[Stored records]
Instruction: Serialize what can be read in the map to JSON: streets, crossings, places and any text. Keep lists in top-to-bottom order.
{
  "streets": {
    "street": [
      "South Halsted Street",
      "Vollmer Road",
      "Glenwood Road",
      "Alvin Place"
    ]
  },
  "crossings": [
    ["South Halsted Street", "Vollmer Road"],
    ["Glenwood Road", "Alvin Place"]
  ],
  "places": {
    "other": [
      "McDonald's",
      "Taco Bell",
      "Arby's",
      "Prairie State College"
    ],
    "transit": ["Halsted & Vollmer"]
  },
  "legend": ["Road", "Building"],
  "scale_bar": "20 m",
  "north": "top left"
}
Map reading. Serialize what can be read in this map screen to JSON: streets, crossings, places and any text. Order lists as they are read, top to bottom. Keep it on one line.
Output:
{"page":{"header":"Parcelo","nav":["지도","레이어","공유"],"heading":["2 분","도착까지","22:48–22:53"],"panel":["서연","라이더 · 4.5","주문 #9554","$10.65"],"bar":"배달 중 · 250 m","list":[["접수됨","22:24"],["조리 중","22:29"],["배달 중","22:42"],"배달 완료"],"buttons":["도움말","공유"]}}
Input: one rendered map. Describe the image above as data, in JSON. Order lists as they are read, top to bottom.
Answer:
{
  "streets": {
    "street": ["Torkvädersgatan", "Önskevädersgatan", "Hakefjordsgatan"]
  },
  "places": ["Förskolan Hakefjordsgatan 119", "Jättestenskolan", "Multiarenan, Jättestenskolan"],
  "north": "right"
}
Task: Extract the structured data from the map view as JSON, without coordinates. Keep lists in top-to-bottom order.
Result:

▶ [GOAL OF THE EXERCISE]
The line with "Task: Extract the" through the last line of the entries above: output exactly those lines and nothing else.

▶ [THE ANSWER]
Task: Extract the structured data from the map view as JSON, without coordinates. Keep lists in top-to-bottom order.
Result:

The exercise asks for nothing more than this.